Lopez filed a motion for default judgment and attached certification from the secretary of
state that a copy of the citation and original petition was received on July 2, 2009, and forwarded
to BLS at the registered address on July 7, 2009. The process was returned to the secretary of
state ―bearing the notation Not Deliverable As Addressed, Unable To Forward.‖ Lopez also
filed a certificate of last known address, listing Byram as the registered agent of BLS and Bold
Ruler Way as Byram’s address. The trial court held a hearing and entered a default judgment
awarding Lopez actual damages of $29,000, prejudgment interest of $1,372.93, and attorney’s
fees of $3,500. This restricted appeal followed.
In its sole issue, BLS alleges that the trial court erred when it granted the default
judgment because the trial court did not have in personam jurisdiction over BLS due to defective
service. BLS contends there are multiple errors apparent on the face of the record that show
there was not strict compliance with the rules governing substitute service and return of process.
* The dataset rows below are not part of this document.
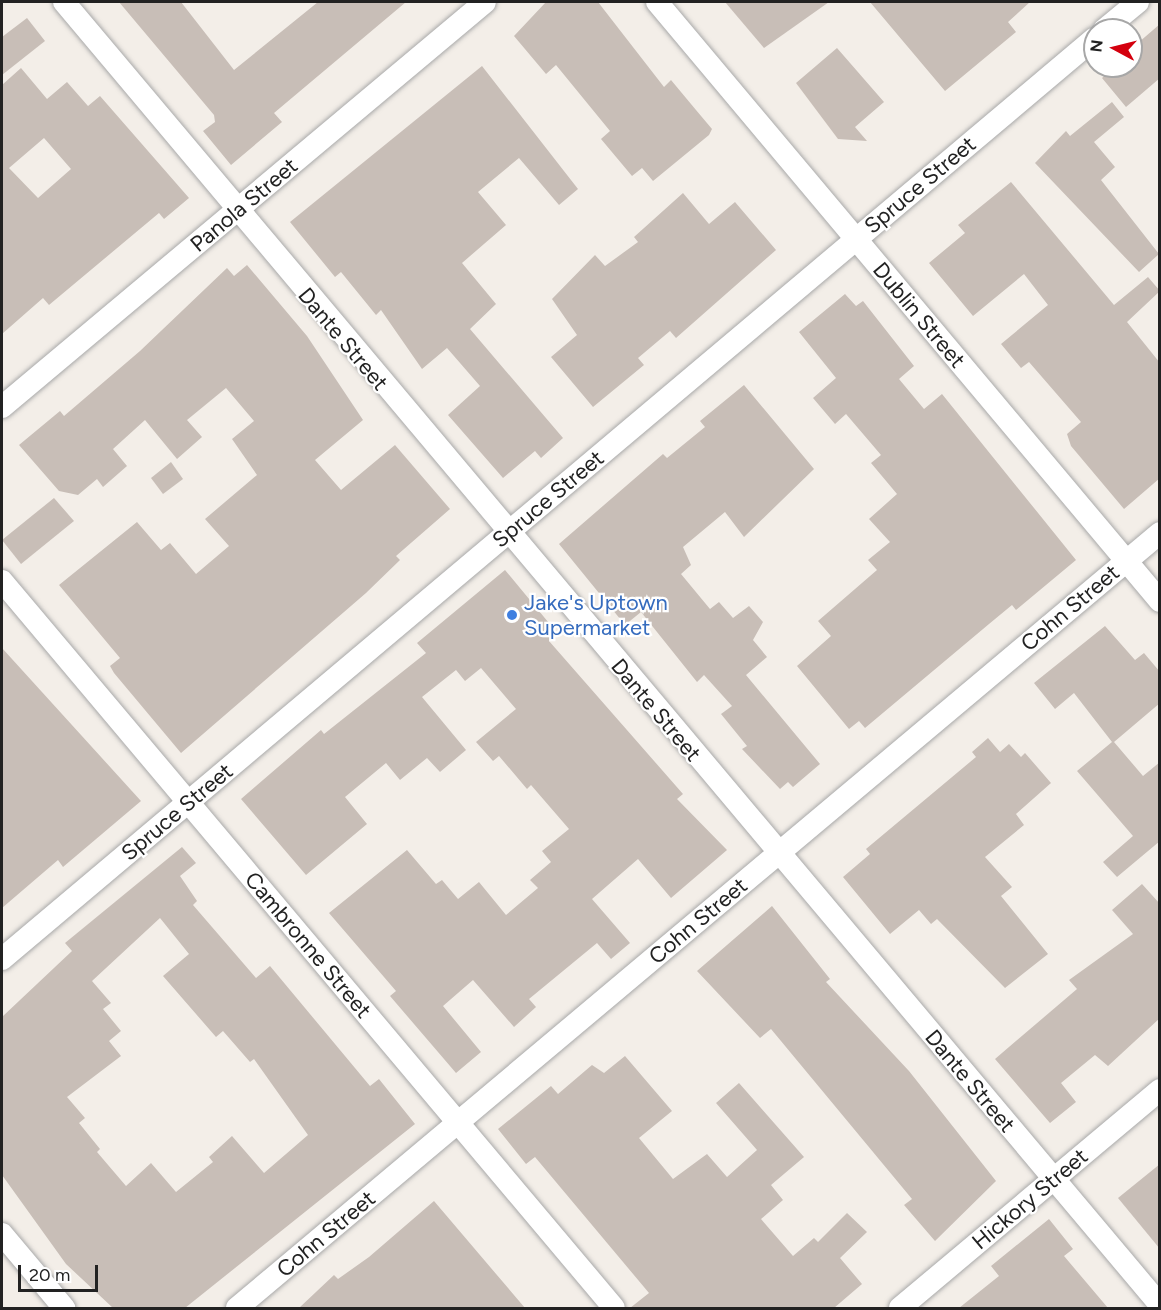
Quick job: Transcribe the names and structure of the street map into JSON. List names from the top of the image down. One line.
{"streets":{"street":["Spruce Street","Panola Street","Dublin Street","Dante Street","Cohn Street","Cambronne Street","Hickory Street"]},"crossings":[["Spruce Street","Dublin Street"],["Spruce Street","Dante Street"],["Spruce Street","Cambronne Street"],["Panola Street","Dante Street"],["Dublin Street","Cohn Street"],["Dante Street","Cohn Street"],["Dante Street","Hickory Street"],["Cohn Street","Cambronne Street"]],"places":["Jake's Uptown Supermarket"],"scale_bar":"20 m","north":"left"}
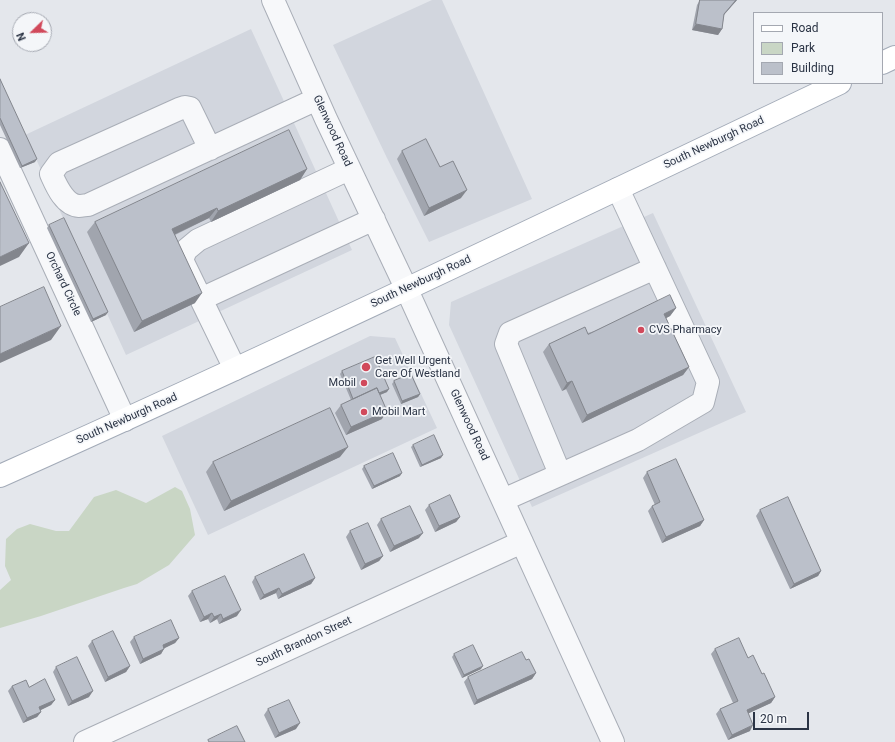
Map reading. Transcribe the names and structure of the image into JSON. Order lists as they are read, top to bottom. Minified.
{"streets":{"main road":["South Newburgh Road"],"street":["Glenwood Road","Orchard Circle","South Brandon Street"]},"crossings":[["Glenwood Road","South Newburgh Road"],["Glenwood Road","South Brandon Street"],["South Newburgh Road","Orchard Circle"]],"places":["CVS Pharmacy","Get Well Urgent Care Of Westland","Mobil","Mobil Mart"],"legend":["Road","Park","Building"],"scale_bar":"20 m","north":"bottom left"}
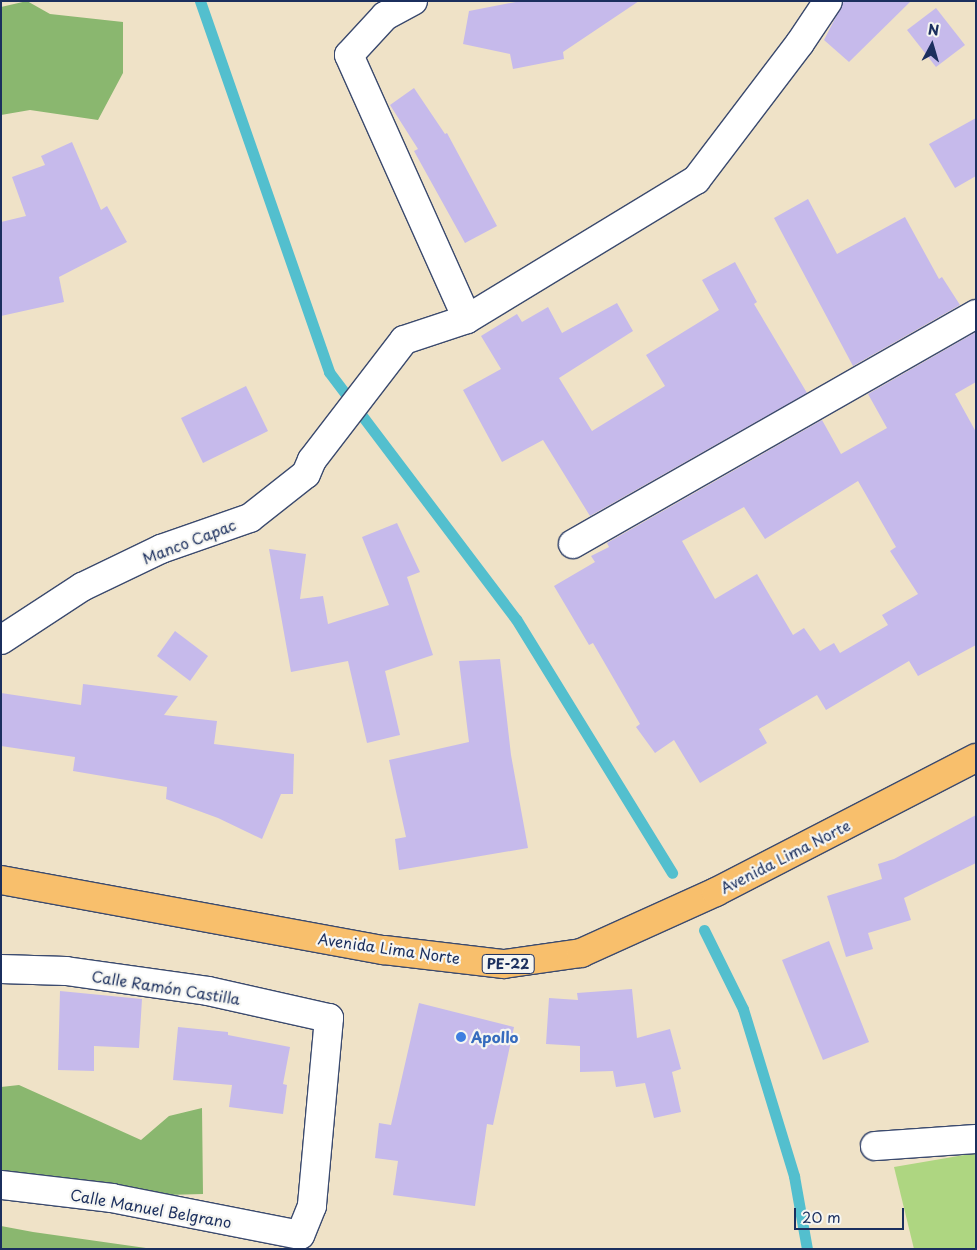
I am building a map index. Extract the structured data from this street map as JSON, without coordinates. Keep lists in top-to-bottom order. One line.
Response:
{"streets":{"highway":["Avenida Lima Norte","PE-22"],"street":["Manco Capac","Calle Ramón Castilla","Calle Manuel Belgrano"]},"crossings":[["Calle Ramón Castilla","Calle Manuel Belgrano"]],"places":["Apollo"],"scale_bar":"20 m","north":"top"}
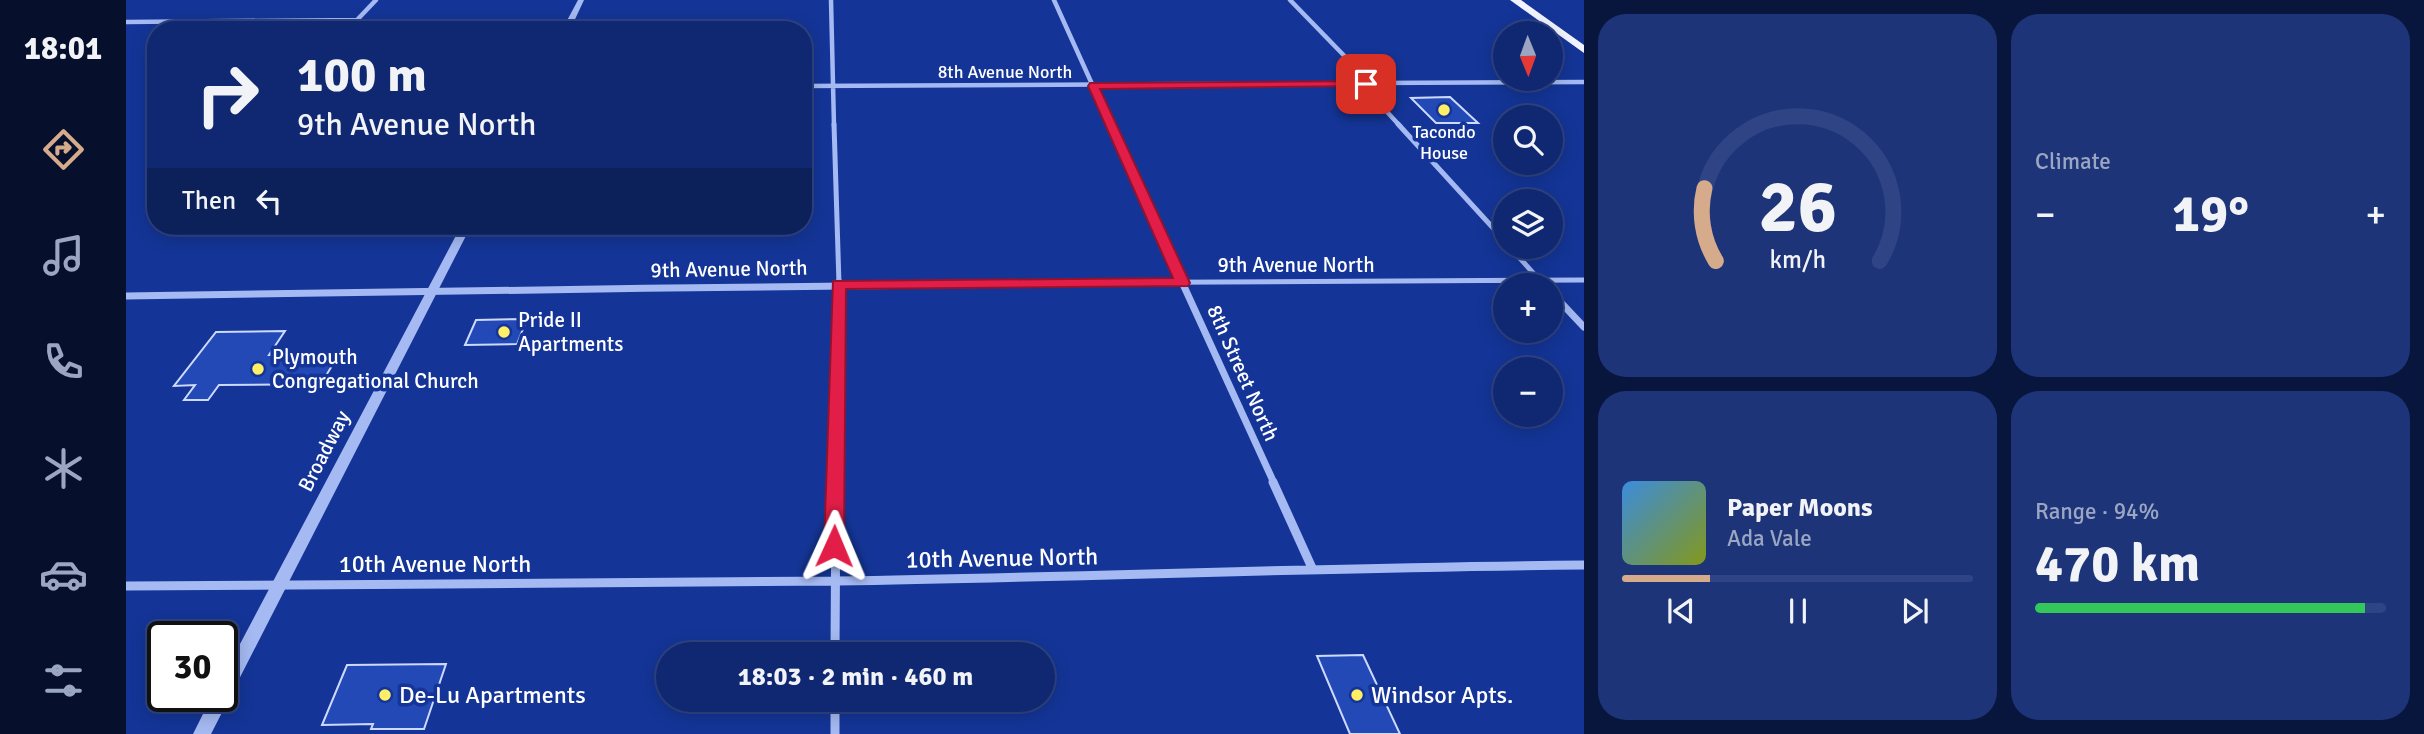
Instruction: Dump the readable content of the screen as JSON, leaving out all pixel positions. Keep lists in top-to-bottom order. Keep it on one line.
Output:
{"streets":{"street":["8th Avenue North","9th Avenue North","8th Street North","Broadway","10th Avenue North"]},"crossings":[["8th Avenue North","8th Street North"],["9th Avenue North","8th Street North"],["9th Avenue North","Broadway"],["8th Street North","10th Avenue North"],["Broadway","10th Avenue North"]],"places":["Tacondo House","Pride II Apartments","Plymouth Congregational Church","De-Lu Apartments","Windsor Apts."],"north":"bottom","page":{"tabs":"18:01","tile":["Climate",["Range · 94%","470 km"]],"map_buttons":["+","−"],"turn":["100 m","9th Avenue North"],"then":"Then","heat":["−","19°","+"],"song":["Paper Moons","Ada Vale"],"limit":"30","trip":"18:03 · 2 min · 460 m","gauge":["26","km/h"]}}
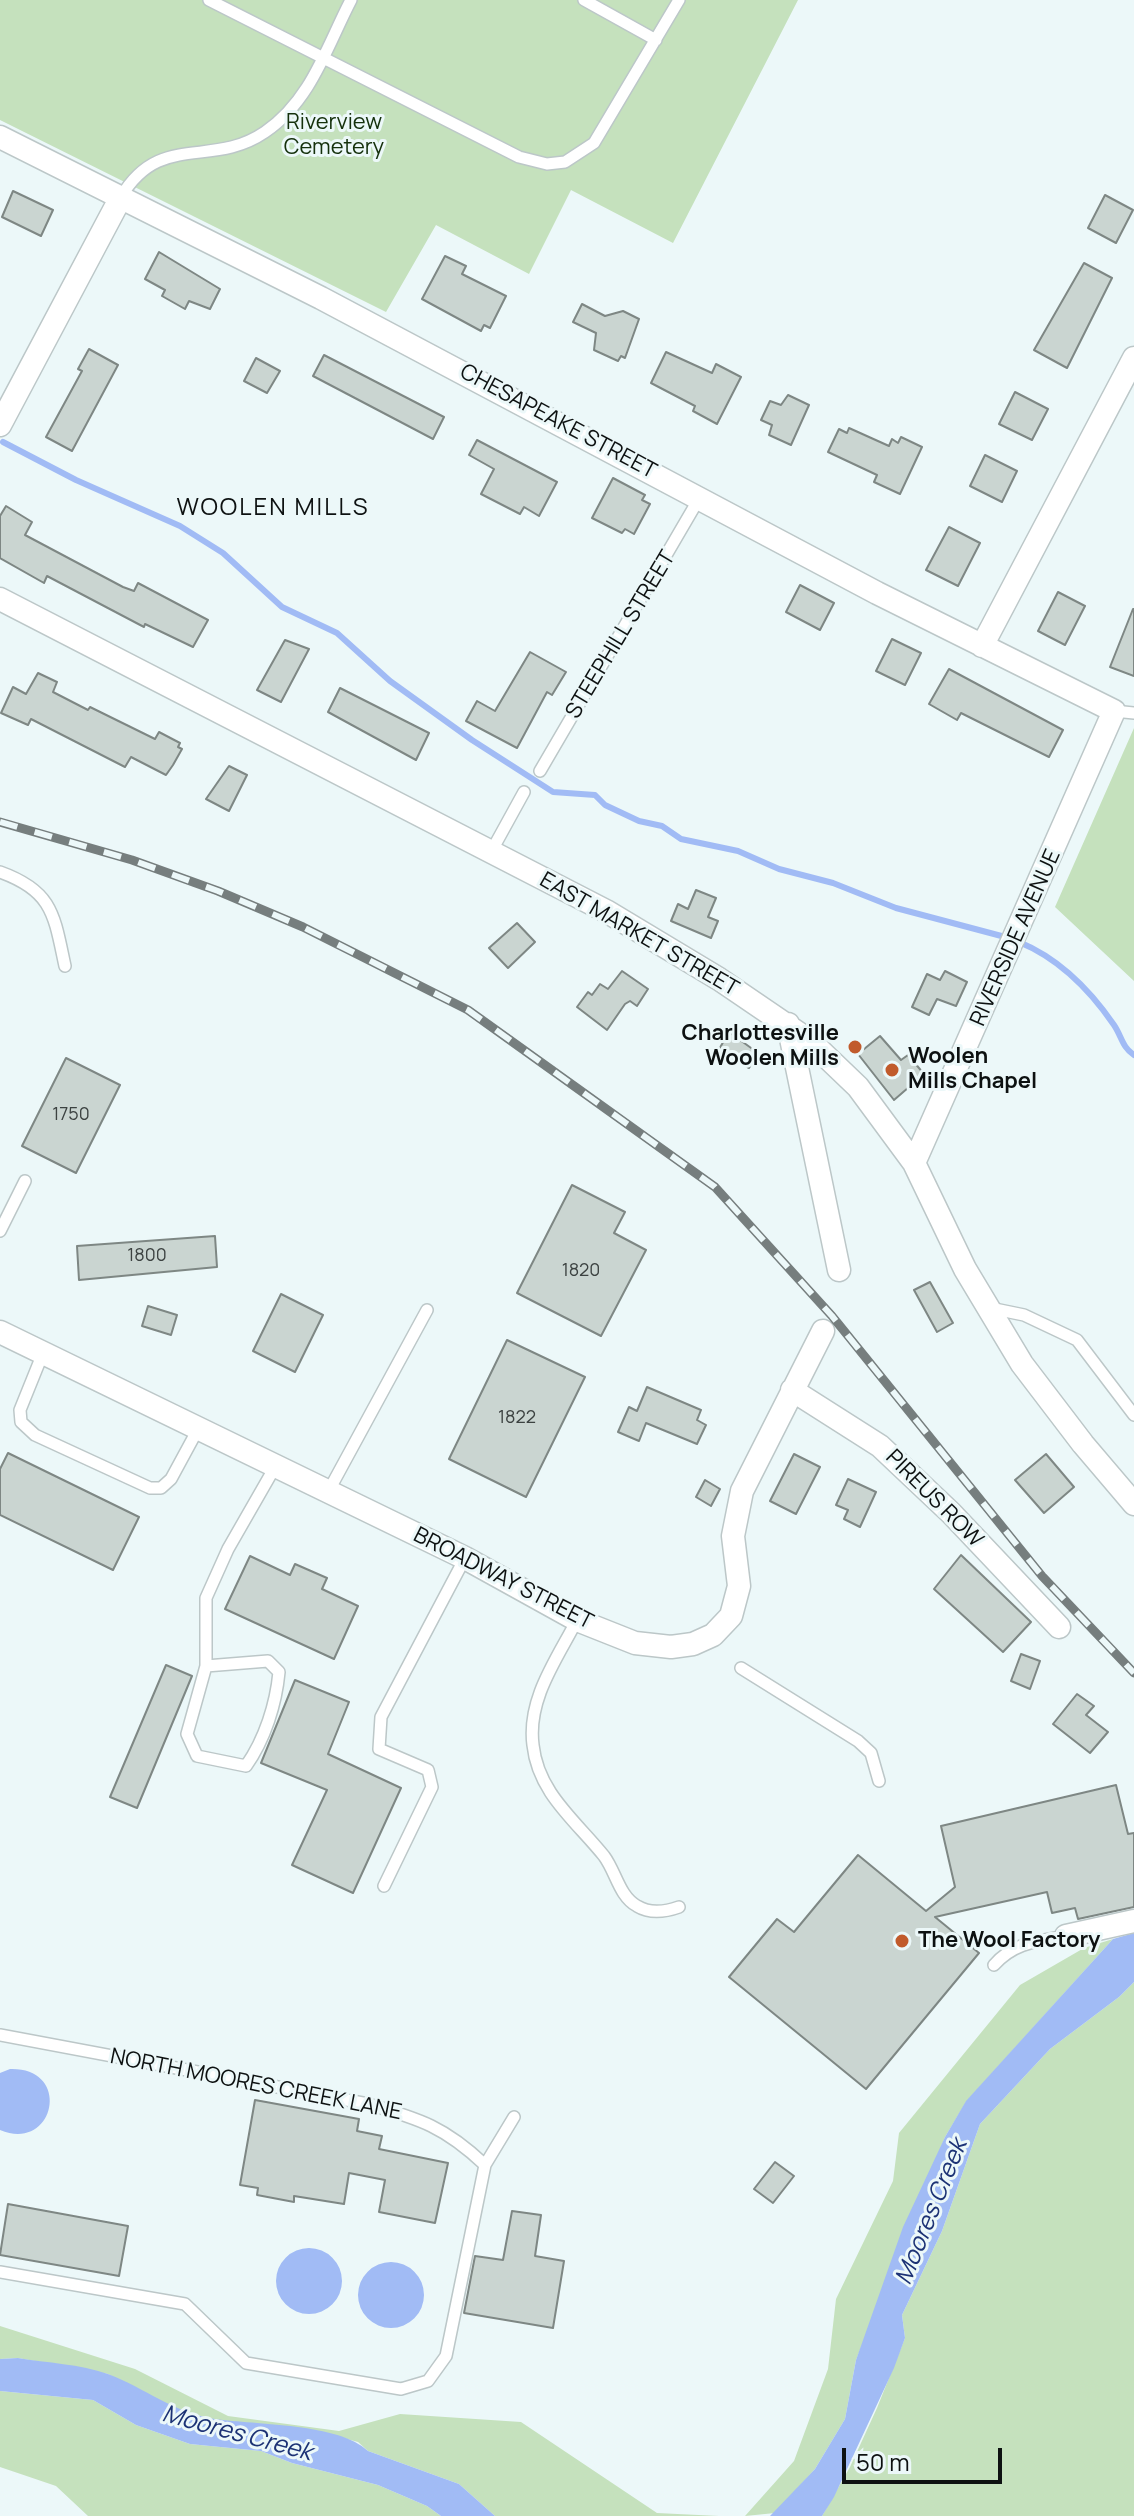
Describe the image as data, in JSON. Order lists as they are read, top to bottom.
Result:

To prevail in a restricted appeal, an appellant must establish that it filed notice of the
restricted appeal within six months after the judgment was signed, that it was a party to the
underlying lawsuit but did not participate in the hearing that resulted in the judgment complained
of or timely file any postjudgment motions or requests for findings of fact and conclusions of
law, and that error is apparent on the face of the record. TEX. R. APP. P. 26.1(c), 30; Ins. Co. of
State of Pa. v. Lejeune, 297 S.W.3d 254, 255 (Tex. 2009); Alexander v. Lynda’s Boutique, 134
S.W.3d 845, 848 (Tex. 2004).
BLS filed notice of the restricted appeal on November 25, 2009, within six months of
September 1, 2009, the date that the trial court signed the judgment. In addition, BLS was a
party to the underlying lawsuit but did not participate in the default judgment hearing or file any
postjudgment motions. Thus, the only question here is whether there is error on the face of the
record.
When the adequacy of service of citation is challenged in a restricted appeal, there are no
presumptions in favor of valid issuance, service, or return of citation. Primate Constr., Inc. v.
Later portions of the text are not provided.